Thanos Sitistas, jornalista no jornal de fact-checking grego "Ellinika Hoaxes", explica que a pandemia foi dos tópicos que mais motivou insultos. Mas não é o único tema controverso: "A Grécia, dada a sua localização, tem muita desinformação a respeito da imigração. Neste tópico em específico, notícias falsas assumem a forma de discurso de ódio e podem se tornar muito perigosas."

Em 178 países, a Grécia posiciona-se no 70º lugar no índice anual de liberdade de imprensa dos Repórteres Sem Fronteiras. Além disso, de acordo com a lei grega, as queixas por difamação podem resultar em prisão preventiva. "A prisão preventiva é uma possibilidade, embora isso aconteça muito raramente. Recebemos muitos processos judiciais, mas nunca fomos presos. No entanto, é verdade que, em comparação com países que têm leis muito protetoras em relação à liberdade de expressão e de imprensa, a Grécia ainda tem muito para melhorar", indica.

Questionados sobre se alguma vez pensaram em desistir, todos os fact-checkers que o Polígrafo ouviu foram unânimes: "Nunca."

O caso mais recente, conta o jornalista, foi uma batalha legal com o "Official Union of Physicists" da Grécia, que "foi invadido por indivíduos que ocasionalmente promovem ideias pseudocientíficas". Após um fact check sobre um dispositivo de energia livre promovido pela entidade, o "Ellinika Hoaxes" recebeu um processo de difamação exigindo até 700 mil euros de indemnização. "Decidimos seguir com o processo e o tribunal decidiu que não éramos culpados. Foi uma vitória relativamente grande para nós, mas não foi de forma alguma a única ameaça que enfrentámos", sublinha.

Mas será que os jornalistas de fact-checking recebem mais ódio que os jornalistas que não desempenham estas funções? "Embora não tenhamos evidências para sustentar essa afirmação não seria surpreendente se fosse esse o caso", diz Sitistas. Zommer também acredita que sim, embora ressalve que depende do tipo de jornalismo. "Somos um alvo maior do que os jornalistas em geral. Mas obviamente que existem jornalistas de investigação ou jornalistas dedicados a áreas específicas que podem sofrer ataques quando interferem com certos grupos", afirma.

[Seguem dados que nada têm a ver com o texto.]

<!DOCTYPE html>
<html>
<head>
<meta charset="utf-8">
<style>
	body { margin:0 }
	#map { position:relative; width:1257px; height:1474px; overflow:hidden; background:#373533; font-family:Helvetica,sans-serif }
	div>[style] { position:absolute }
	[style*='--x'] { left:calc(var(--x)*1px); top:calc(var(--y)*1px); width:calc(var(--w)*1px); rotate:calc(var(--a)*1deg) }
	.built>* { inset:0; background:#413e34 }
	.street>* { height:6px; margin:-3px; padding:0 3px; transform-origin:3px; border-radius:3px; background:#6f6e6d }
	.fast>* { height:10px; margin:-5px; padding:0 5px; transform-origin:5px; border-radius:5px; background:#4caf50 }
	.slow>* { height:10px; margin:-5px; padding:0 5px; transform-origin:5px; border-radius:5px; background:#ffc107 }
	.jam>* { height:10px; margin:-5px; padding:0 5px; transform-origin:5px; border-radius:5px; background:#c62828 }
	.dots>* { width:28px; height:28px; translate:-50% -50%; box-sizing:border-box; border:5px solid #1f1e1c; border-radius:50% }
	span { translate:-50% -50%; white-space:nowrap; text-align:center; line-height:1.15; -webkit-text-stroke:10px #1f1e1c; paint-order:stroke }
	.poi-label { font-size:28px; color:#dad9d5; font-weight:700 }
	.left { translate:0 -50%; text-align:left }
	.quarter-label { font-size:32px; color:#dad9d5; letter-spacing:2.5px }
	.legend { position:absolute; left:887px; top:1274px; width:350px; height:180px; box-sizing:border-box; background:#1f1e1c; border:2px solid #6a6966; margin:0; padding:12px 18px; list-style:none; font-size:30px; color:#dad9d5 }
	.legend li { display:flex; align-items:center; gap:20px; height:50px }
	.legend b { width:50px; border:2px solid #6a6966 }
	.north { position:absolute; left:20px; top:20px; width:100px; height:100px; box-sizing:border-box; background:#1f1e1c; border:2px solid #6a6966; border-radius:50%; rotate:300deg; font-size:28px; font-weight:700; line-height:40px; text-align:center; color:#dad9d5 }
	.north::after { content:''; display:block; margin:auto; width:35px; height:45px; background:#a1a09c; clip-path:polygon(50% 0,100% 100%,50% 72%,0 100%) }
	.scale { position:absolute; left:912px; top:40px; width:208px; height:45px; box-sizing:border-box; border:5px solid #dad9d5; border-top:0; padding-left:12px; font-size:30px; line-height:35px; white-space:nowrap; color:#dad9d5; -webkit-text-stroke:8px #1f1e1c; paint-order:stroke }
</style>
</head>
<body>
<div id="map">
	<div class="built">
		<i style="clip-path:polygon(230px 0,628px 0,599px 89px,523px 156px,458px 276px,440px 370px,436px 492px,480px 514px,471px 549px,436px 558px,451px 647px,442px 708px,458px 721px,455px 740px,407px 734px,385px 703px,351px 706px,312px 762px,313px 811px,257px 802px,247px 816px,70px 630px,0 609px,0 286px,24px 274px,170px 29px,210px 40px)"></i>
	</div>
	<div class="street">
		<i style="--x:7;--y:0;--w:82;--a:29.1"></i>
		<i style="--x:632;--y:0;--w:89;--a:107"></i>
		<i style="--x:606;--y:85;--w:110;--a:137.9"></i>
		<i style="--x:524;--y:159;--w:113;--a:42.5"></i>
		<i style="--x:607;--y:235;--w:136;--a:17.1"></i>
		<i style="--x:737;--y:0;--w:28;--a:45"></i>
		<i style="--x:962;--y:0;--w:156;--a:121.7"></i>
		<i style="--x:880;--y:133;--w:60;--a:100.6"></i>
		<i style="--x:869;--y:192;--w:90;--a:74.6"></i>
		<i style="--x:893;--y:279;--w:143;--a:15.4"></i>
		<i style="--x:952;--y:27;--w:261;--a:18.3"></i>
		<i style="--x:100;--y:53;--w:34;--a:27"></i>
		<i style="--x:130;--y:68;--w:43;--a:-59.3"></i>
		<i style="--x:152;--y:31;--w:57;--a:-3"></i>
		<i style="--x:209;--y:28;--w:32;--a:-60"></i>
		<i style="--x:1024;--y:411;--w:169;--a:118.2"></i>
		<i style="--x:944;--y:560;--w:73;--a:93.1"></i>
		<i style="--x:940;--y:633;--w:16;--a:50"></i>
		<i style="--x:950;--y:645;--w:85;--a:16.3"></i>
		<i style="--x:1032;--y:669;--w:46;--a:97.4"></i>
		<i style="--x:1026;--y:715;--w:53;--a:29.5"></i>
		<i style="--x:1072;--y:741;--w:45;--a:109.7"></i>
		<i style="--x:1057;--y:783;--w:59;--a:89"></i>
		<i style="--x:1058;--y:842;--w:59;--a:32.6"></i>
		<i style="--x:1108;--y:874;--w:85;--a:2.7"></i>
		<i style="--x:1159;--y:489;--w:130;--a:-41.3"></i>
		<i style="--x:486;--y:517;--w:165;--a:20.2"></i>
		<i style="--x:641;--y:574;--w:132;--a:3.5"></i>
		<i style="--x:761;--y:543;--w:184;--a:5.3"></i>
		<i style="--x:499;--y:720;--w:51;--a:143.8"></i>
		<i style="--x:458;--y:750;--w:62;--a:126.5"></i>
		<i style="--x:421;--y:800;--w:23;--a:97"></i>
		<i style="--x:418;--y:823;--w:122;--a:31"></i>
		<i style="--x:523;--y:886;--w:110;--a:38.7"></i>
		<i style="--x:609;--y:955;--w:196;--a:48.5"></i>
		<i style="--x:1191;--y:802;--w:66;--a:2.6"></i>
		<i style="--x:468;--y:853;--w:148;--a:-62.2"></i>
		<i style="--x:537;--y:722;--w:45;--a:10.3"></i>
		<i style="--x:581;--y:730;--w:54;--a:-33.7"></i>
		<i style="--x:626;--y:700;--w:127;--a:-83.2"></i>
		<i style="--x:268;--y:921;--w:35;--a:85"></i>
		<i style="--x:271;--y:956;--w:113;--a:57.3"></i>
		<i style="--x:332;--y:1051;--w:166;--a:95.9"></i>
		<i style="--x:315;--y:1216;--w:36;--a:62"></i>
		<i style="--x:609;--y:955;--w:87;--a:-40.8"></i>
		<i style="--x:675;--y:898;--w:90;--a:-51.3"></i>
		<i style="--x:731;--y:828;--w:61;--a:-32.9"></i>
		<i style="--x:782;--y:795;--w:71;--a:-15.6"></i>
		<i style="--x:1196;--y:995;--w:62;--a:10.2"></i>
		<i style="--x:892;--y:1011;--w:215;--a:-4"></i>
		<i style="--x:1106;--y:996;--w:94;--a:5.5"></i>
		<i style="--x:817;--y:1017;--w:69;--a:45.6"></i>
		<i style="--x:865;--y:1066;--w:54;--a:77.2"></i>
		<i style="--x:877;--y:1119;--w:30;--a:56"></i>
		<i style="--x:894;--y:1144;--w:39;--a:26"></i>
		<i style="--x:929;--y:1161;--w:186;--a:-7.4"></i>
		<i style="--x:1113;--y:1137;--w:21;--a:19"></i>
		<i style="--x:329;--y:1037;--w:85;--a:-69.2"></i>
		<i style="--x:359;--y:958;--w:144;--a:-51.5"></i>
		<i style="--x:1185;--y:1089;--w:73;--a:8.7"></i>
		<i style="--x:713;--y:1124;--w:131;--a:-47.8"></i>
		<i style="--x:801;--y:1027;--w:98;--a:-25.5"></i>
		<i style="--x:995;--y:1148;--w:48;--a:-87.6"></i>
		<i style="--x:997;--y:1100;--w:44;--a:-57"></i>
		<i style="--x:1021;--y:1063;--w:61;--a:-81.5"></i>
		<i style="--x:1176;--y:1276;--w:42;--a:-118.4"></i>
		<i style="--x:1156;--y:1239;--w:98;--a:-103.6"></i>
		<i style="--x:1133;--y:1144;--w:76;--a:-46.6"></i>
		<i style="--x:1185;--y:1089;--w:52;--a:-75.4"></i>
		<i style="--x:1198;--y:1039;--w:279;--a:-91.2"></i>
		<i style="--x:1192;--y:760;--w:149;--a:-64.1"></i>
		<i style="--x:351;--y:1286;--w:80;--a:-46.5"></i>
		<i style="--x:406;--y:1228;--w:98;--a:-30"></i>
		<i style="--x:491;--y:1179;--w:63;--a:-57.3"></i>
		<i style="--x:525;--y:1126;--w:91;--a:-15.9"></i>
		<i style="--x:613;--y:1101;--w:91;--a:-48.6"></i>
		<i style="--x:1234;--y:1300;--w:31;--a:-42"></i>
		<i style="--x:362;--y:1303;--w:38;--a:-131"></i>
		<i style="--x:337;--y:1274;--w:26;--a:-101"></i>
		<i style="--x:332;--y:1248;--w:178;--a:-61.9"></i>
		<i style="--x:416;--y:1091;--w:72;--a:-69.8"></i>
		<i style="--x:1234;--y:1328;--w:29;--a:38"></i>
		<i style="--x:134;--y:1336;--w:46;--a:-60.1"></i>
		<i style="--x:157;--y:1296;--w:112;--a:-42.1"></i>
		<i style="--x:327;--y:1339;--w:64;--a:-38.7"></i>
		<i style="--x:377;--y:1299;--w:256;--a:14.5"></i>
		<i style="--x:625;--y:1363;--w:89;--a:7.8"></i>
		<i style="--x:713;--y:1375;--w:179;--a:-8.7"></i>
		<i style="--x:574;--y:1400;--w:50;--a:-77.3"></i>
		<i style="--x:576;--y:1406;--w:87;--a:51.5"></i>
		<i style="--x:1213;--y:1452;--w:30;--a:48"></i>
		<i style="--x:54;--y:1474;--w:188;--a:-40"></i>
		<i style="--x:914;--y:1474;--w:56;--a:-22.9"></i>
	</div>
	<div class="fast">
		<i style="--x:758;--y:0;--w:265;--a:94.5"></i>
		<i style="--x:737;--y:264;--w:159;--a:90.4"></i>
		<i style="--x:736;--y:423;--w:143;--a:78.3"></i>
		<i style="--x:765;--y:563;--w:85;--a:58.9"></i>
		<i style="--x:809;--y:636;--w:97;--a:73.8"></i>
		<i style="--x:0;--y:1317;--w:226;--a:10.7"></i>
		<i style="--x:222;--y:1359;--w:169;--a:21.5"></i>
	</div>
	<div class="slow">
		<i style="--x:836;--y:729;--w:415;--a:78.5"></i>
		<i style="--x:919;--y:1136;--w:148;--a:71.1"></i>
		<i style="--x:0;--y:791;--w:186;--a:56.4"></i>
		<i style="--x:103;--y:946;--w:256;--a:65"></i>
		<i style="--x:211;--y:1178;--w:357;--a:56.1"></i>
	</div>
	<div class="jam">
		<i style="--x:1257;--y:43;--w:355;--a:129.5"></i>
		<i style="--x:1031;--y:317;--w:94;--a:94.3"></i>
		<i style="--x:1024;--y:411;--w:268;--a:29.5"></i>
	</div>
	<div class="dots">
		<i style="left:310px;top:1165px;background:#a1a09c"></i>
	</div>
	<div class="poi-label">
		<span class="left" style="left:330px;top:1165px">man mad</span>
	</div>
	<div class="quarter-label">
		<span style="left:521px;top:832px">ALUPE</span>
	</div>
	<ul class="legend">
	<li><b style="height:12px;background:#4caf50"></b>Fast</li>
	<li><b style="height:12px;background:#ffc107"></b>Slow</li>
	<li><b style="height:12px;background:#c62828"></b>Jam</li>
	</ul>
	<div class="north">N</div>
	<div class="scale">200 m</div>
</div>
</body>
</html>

Questionados sobre se alguma vez pensaram em desistir, todos os fact-checkers que o Polígrafo ouviu foram unânimes: "Nunca."

A importância das instituições de apoio a fact-checkers

A "Fact-Checkers Legal Support Initiative" (FLSI) é uma organização colaborativa entre três entidades: a "Media Defense", a "Reporters Committee for Freedom of the Press" (RCFP) e a "International Fact-Checking Network" (IFCN).

A FLSI visa promover apoio aos fact-checkers de todo o mundo, oferecendo defesa e assistência legal. Ter apoio a nível jurídico é fundamental para muitos fact-checkers e pode ser a diferença entre pagar uma indemnização alta ou continuar a trabalhar. O "Ellinika Hoaxes" recorreu à FLSI a propósito do processo movido pela "Official Union of Physicists" e Thanos Sitistas diz que foi a única forma de financiar a defesa.

Em julho, a IFCN anunciou o lançamento de um grupo de trabalho para ajudar a resolver as questões relacionadas com o assédio dirigido aos verificadores de factos. A ideia partiu de uma conversa inicialmente organizada para falar sobre o assédio de que foi vítima a jornalista bósnia Tijana Cvjeticanin da plataforma de fact-checking "Raskrinkavanje", acabando por desencadear esta solução que junta 24 fact-checkers de todo o mundo. O objetivo: discussão dos casos de assédio e a avaliação da eficácia das ações da IFCN. Trimestralmente, serão publicados relatórios sobre o tema.